Hi, We have many buckets, the retention days is set to 60, thus the default shard group duration is 1d.
In some cased the newly created shard file (got corrupted?) cannot written by the metrics provider and only influx restart solve this issue. This always happen when there is a switch at 00:00 from old shard to new one. Beside we noticed that memory usage is increasing during this period
Could you please advise what could be the reason or how can we eliminate and/or monitor this situation ?
Influxdb OSS 2.7 running on Openshift with NFS storage
Thanks
Same issue what is described here (just found now)
opened 10:45AM - 29 Nov 22 UTC
__Steps to reproduce:__
List the minimal actions needed to reproduce the behavi… or.
1. Run influxdb2
2. Insert metrics (with telegraf)
3. Wait for some time
__Expected behavior:__
Things keep working
__Actual behavior:__
InfluxDB2 main index ("telegraf") stops reading/writing data.
Other indexes work fine - including one which is 5m aggregates of the telegraf raw index. (obviously this does not get any new data)

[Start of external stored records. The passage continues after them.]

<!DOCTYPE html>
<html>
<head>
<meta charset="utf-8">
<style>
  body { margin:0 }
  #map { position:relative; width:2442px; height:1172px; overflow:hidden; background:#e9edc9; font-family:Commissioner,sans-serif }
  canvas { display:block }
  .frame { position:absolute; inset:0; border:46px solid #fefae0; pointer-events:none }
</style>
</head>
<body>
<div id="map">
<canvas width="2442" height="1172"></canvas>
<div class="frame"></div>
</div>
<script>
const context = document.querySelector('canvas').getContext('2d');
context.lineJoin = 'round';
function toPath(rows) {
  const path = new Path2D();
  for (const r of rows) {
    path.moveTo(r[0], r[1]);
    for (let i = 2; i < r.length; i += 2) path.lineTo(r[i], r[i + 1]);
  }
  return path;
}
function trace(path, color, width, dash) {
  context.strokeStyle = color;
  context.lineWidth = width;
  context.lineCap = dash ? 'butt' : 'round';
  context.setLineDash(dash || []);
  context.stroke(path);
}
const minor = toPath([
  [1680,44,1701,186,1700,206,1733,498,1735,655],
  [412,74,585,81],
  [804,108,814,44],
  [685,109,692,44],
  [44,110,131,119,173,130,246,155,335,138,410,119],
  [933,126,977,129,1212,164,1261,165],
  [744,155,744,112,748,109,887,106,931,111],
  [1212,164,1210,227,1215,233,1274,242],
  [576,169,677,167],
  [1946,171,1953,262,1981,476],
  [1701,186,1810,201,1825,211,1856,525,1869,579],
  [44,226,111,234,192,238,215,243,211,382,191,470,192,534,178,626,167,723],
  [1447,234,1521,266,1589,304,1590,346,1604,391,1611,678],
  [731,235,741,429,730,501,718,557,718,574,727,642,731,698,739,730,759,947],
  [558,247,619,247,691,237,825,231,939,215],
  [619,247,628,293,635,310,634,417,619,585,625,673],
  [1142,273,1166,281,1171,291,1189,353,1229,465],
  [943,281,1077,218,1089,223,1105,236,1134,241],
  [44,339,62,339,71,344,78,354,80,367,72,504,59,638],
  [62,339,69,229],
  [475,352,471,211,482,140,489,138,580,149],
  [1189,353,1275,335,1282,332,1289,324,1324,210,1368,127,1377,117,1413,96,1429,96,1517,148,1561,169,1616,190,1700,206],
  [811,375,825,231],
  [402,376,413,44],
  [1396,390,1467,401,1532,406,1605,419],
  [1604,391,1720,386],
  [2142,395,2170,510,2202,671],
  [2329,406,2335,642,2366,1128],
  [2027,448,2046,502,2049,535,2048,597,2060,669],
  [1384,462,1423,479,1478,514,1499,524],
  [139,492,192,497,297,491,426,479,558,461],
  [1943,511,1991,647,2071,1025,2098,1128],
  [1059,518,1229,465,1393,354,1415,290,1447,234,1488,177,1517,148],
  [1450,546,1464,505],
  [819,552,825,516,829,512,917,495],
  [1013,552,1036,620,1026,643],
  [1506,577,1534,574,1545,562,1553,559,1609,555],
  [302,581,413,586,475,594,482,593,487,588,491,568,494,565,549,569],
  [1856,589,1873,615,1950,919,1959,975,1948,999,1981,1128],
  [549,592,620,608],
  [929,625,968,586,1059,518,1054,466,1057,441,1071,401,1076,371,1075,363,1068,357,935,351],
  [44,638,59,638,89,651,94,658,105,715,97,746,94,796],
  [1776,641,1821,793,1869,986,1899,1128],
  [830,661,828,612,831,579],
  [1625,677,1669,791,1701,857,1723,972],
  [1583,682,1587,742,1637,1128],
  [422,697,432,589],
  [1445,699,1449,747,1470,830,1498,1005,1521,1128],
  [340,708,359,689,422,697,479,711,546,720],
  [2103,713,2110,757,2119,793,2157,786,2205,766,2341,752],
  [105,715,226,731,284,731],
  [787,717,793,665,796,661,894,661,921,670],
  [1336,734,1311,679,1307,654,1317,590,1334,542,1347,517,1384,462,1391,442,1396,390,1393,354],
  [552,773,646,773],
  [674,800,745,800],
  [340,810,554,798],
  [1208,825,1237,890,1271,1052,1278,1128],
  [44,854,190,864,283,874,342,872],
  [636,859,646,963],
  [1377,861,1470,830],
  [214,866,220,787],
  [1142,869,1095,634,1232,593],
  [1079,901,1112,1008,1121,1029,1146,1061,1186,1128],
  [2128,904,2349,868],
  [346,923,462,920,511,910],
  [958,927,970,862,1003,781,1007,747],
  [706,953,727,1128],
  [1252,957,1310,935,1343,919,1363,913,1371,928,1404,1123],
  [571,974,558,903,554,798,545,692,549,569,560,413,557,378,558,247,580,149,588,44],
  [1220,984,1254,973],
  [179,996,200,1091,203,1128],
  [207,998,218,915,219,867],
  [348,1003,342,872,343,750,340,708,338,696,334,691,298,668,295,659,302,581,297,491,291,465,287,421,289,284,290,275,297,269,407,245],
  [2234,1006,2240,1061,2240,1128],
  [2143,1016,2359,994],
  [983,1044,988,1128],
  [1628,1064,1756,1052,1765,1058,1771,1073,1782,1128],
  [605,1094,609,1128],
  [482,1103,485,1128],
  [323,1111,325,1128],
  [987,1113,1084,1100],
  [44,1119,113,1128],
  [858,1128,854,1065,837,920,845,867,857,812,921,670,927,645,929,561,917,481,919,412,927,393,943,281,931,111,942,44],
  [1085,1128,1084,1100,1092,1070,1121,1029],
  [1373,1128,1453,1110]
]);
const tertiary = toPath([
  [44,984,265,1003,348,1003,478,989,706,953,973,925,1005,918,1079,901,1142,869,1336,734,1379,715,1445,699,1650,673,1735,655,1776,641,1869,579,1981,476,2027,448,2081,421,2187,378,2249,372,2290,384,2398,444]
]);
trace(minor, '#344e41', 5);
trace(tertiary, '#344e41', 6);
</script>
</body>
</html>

We have had this in the past randomly, but in the last few weeks has happened every few days.
In the past it seemed to happen at 00:00UTC when influx did some internal DB maintenance - but now happens at random times.
__Environment info:__
* System info: Linux 3.10.0-1160.66.1.el7.x86_64 x86_64
* InfluxDB version: InfluxDB v2.3.0+SNAPSHOT.090f681737 (git: 090f681737) build_date: 2022-06-16T19:33:50Z
* Other relevant environment details: CentOS 7 on vmware - lots of spare IO, CPU, memory.
Our database is 170GB, mostly metrics inserted every 60s, some every 600s.
storage_writer_ok_points is around 2.5k/s for 7mins, then ~25k/s for 3mins for the every-600s burst.
VM has 32G RAM, 28G of which is in buffers/cache.
4 cores, and typically sits at around 90% idle.
~ 24IOPS, 8MiB/s
__Config:__
```
bolt-path = "/var/lib/influxdb/influxd.bolt"
engine-path = "/var/lib/influxdb/engine"
flux-log-enabled = "true"
```
We have enabled flux-log to see if specific queries are causing this - but it doesn't seem to be.
__Logs:__
Include snippet of errors in log.
__Performance:__
I captured a 10s pprof which I will attach.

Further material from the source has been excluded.